I saw Marie Dresslers movie Min and Bill and her performance blew me away. That grand old dame stole every scene she was in, bar none. She did more mugging and double takes than James Finlayson, (of Laurel and Hardy, Hal Roach comedies fame). on his best days. I loved this article and will make it a point to watch more of her movies if I can find them on Amazon.

Reply
Jeannette K. ROOK -

MATTHEW

I RECEIVED EMAIL FROM AND I REPLIED BACK SUBMITTING DOCUMENTS ABOUT Marie’s 1st Marriage and other documents about Geoerge Francis Hopper the Email came back as failed.

JEANNETTE K. ROOK
I HAVE LOT OF DOCUMENTS TO SUBMITT IF YOU WOULD LIKE THEM JUST NEED EMAIL

Reply
hugo -

Hello,
I’d like to know if you may have any informations Claire du Brey later life and if the letters you mentionned are available somewhere. I’d also like to know if Claire du Brey died as a rich woman since she never worked as a star and spent decades as an extra in many movies.

Cordialy
Hugo

Reply
Matthew Kennedy -

To Chris P G,
Belated response here… I’m happy to report that the Dressler-Moran comedy Reducing (also Politics) is now available through the Warner Bros. Archive Collection.

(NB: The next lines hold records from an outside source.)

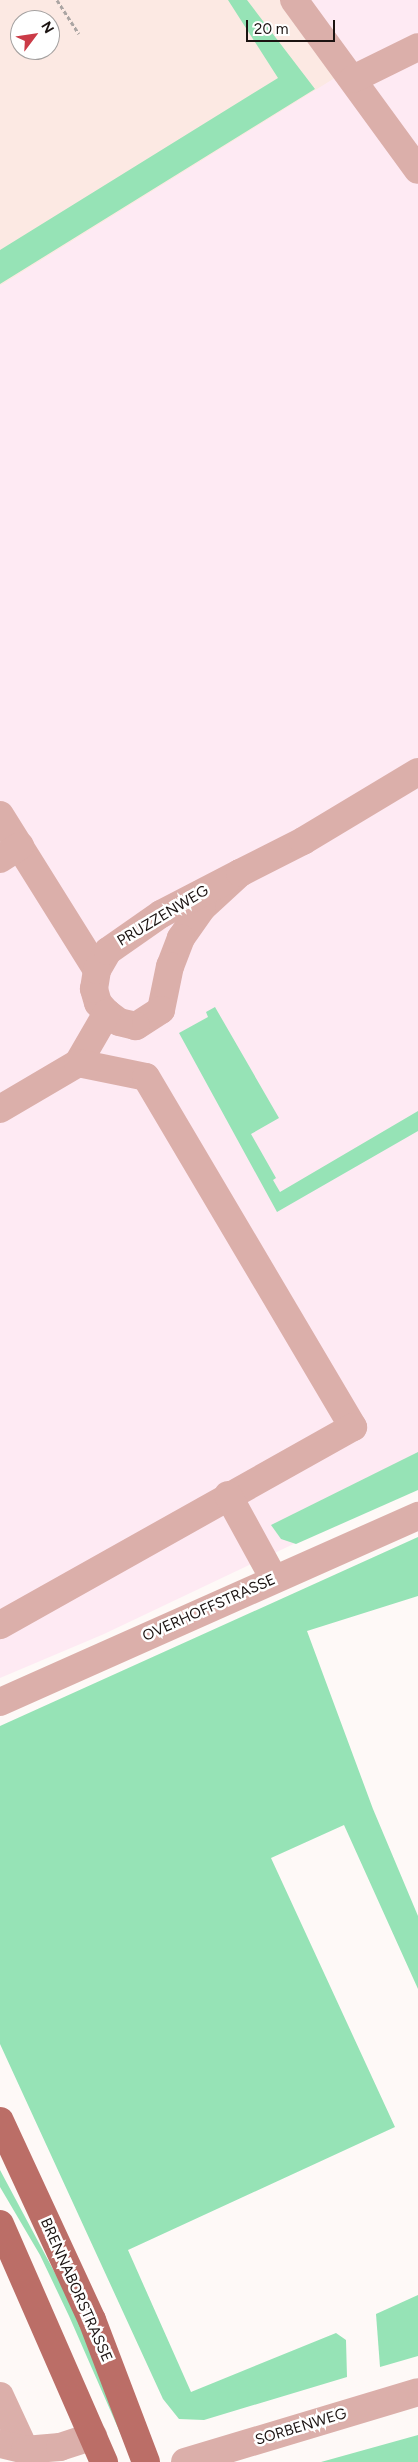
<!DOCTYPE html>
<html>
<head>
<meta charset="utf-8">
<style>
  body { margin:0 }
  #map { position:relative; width:418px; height:2462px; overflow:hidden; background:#fef9f7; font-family:Figtree,sans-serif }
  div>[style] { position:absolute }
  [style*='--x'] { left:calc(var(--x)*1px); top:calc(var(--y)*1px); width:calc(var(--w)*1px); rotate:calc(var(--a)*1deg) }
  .built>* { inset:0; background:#fce9e3 }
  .industrial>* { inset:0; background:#feeaf3 }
  .green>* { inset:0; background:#96e3b6 }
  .path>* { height:3px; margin-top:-1.5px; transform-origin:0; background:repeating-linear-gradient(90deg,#aba5a3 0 4px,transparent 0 6.5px) }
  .minor>* { height:28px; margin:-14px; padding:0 14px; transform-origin:14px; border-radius:14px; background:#dbafaa }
  .major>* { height:28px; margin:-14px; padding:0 14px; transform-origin:14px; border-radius:14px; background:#bb6e67 }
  span { translate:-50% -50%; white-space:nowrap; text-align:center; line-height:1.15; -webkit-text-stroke:5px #fff; paint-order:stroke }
  .street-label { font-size:15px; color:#1b1311 }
  .north { position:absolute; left:10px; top:10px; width:50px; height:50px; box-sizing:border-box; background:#fff; border:1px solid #a4a1a0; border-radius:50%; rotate:59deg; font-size:14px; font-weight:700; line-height:20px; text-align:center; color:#1b1311 }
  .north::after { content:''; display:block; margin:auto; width:18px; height:22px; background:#cb3b47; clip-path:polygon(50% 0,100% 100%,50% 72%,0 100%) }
  .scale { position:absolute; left:246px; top:20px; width:89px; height:22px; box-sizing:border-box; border:2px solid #1b1311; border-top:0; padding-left:6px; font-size:15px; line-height:18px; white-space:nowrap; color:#1b1311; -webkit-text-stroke:4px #fff; paint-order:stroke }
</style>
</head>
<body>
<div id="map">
  <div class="built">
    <div style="clip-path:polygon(evenodd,0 0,307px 0,355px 66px,0 286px,0 0,20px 20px,50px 20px,50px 50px,20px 50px,20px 20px)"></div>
  </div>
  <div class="industrial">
    <div style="clip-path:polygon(307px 0,418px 0,418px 1485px,104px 1634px,0 1678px,0 286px,354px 66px)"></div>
  </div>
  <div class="green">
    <div style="clip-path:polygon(228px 0,247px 0,315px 89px,0 284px,0 250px,278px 78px)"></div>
    <div style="clip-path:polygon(215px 1007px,279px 1118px,251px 1134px,276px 1178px,273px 1180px,280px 1192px,418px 1111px,418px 1131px,277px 1212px,179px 1033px,208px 1017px,206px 1012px)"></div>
    <div style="clip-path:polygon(418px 1452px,418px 1490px,296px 1544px,281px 1539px,271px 1525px)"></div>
    <div style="clip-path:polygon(418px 1537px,418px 1596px,307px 1631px,373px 1809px,418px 1916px,418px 1989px,344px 1825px,271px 1858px,395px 2127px,128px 2250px,191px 2392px,336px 2333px,346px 2340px,347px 2377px,204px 2420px,179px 2419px,163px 2399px,0 2044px,0 1726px)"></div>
    <div style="clip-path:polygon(0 2170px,79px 2318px,125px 2435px,122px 2437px,69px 2316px,40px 2255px,0 2187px)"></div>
    <div style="clip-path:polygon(418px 2295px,418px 2356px,380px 2367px,376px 2314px)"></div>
    <div style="clip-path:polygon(418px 2435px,418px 2462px,321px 2462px)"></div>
  </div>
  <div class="path">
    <div style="--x:57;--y:0;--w:40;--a:57.1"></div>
  </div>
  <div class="minor">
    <div style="--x:294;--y:0;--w:210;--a:53.9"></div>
    <div style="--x:353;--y:79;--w:72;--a:-26.2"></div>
    <div style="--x:0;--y:815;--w:183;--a:58"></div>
    <div style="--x:0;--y:859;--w:24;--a:-33"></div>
    <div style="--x:240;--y:873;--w:52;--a:137.4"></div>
    <div style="--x:202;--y:908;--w:37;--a:125"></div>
    <div style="--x:181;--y:938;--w:30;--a:111"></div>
    <div style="--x:170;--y:966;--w:45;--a:101.6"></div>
    <div style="--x:161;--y:1010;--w:30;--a:147"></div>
    <div style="--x:136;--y:1026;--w:17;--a:-167"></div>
    <div style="--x:119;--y:1022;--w:15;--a:-143"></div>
    <div style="--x:107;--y:1013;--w:13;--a:-132"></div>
    <div style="--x:98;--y:1003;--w:15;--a:-106"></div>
    <div style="--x:94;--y:989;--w:19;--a:-81"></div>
    <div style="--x:97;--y:970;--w:22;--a:-60"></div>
    <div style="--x:108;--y:951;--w:65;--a:-34.9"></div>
    <div style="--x:161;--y:914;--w:89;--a:-27.4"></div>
    <div style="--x:240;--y:873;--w:71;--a:-26.9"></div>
    <div style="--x:303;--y:841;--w:134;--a:-31"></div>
    <div style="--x:78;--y:1063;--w:58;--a:-59.9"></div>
    <div style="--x:0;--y:1109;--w:91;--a:-30.5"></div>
    <div style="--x:78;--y:1063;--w:69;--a:11.6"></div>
    <div style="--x:146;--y:1077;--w:407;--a:59.4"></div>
    <div style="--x:353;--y:1427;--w:405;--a:150.7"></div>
    <div style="--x:228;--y:1495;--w:96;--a:61.3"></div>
    <div style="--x:0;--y:1702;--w:458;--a:-24"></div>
    <div style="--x:0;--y:2396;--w:60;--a:65.2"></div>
    <div style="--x:0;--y:2444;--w:26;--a:13"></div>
    <div style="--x:25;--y:2450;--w:35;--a:-5"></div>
    <div style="--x:60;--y:2447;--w:35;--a:-18"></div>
    <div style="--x:185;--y:2462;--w:243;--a:-16.7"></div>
  </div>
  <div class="major">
    <div style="--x:0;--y:2121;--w:219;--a:65.2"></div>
    <div style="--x:92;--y:2320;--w:152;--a:69.2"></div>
    <div style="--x:0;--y:2224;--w:260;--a:66.4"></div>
  </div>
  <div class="street-label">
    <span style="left:163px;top:916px;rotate:-31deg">PRUZZENWEG</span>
    <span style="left:209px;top:1608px;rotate:-24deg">OVERHOFFSTRASSE</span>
    <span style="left:76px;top:2290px;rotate:66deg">BRENNABORSTRASSE</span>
    <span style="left:301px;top:2427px;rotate:-17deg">SORBENWEG</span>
  </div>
  <div class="north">N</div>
  <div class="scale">20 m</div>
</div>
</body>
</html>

Yes, it’s still very funny!

Sincerely,
Matthew Kennedy
author, Marie Dressler: A Biography

Reply
Chris P G -

I have a letter from a cousin in 1931 and she had just seen the Reducing movie with Marie Dressler and Polly Moran. “It was very funny,” she said.
She lived on W. 88th St, renting rooms to boarders.

In 1931 there weren’t many funny things going on and it sounded like my cousin appreciated the bit of respite from the drudgery of her life.

I am trying to find that movie for sale so I can add it to my ancestral collection.